Dans le même temps, on peut difficilement imaginer un essoufflement de l’investissement des entreprises, les dépenses ayant jusqu’à présent concerné essentiellement la maintenance des équipements. (…) Les investissements (hors énergie et finance) sont à peine supérieurs aux amortissements et que le ratio investissement/amortissement est au plus bas depuis 1995.
Même si la visibilité s’améliore légèrement, les entreprises ont raison de profiter du clivage entre marchés de crédit et marchés boursiers pour racheter leurs actions ou accroître la part des actions dans leurs sources de financement. En effet, le coût de la dette est désormais si faible que les actions constituent la source de financement la plus onéreuse pour les émetteurs.
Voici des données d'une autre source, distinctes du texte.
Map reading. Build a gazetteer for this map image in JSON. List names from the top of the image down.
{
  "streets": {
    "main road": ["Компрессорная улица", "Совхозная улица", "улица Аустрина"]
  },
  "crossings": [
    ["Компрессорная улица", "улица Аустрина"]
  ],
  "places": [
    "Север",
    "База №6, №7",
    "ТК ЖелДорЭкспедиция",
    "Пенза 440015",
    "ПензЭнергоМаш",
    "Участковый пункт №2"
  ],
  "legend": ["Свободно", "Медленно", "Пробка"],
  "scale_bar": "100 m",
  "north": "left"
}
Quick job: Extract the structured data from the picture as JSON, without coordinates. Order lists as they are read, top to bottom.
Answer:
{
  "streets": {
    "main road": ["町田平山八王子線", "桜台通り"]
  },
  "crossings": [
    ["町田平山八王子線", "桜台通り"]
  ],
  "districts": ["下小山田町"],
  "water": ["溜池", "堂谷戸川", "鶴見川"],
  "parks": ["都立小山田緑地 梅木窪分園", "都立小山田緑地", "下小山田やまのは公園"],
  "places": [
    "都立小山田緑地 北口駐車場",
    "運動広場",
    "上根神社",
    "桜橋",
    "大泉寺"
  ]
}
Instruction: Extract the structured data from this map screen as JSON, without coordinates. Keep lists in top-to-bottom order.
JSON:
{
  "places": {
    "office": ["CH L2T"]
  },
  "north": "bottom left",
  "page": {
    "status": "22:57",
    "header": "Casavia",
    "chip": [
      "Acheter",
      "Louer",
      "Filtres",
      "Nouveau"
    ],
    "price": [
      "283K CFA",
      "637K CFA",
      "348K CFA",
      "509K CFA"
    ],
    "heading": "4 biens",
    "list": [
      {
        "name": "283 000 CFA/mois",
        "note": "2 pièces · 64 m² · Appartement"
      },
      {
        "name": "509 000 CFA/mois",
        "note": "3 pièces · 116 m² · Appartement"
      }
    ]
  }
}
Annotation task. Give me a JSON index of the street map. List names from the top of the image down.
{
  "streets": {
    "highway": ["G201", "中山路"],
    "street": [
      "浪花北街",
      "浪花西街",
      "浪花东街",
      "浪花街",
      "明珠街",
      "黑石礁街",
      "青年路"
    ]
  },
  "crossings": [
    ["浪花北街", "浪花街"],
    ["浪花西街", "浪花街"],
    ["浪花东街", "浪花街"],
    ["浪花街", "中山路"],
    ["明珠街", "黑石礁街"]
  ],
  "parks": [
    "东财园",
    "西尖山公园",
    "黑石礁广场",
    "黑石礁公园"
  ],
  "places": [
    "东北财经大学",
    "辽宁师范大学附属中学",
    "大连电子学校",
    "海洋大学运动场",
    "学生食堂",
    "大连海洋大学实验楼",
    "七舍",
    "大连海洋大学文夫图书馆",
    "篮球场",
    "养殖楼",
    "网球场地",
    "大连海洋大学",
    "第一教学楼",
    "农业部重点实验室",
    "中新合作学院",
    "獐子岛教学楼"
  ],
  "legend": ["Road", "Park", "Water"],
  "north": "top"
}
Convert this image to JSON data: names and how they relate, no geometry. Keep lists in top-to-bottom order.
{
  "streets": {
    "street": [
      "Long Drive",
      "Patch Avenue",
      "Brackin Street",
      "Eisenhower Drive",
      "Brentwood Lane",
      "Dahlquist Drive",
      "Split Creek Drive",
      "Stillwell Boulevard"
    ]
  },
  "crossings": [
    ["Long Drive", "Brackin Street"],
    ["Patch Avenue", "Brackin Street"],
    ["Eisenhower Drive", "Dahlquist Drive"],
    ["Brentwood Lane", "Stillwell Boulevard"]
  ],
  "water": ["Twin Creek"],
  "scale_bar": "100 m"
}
Aux États-Unis, les obligations bien notées génèrent actuellement un rendement de 4,4 %, un plancher historique qui fait ressortir un PER implicite de 22,5. Autre situation inédite, le rendement des obligations à haut rendement est sur le point de passer en dessous du ratio BPA/cours (ou earnings yield) des actions, ce qui signifie que les actions sont actuellement considérées comme la source de financement la plus onéreuse et la plus risquée du marché.
La liquidité est abondante et moins coûteuse qu’en 2008, année difficile sur les marchés monétaires.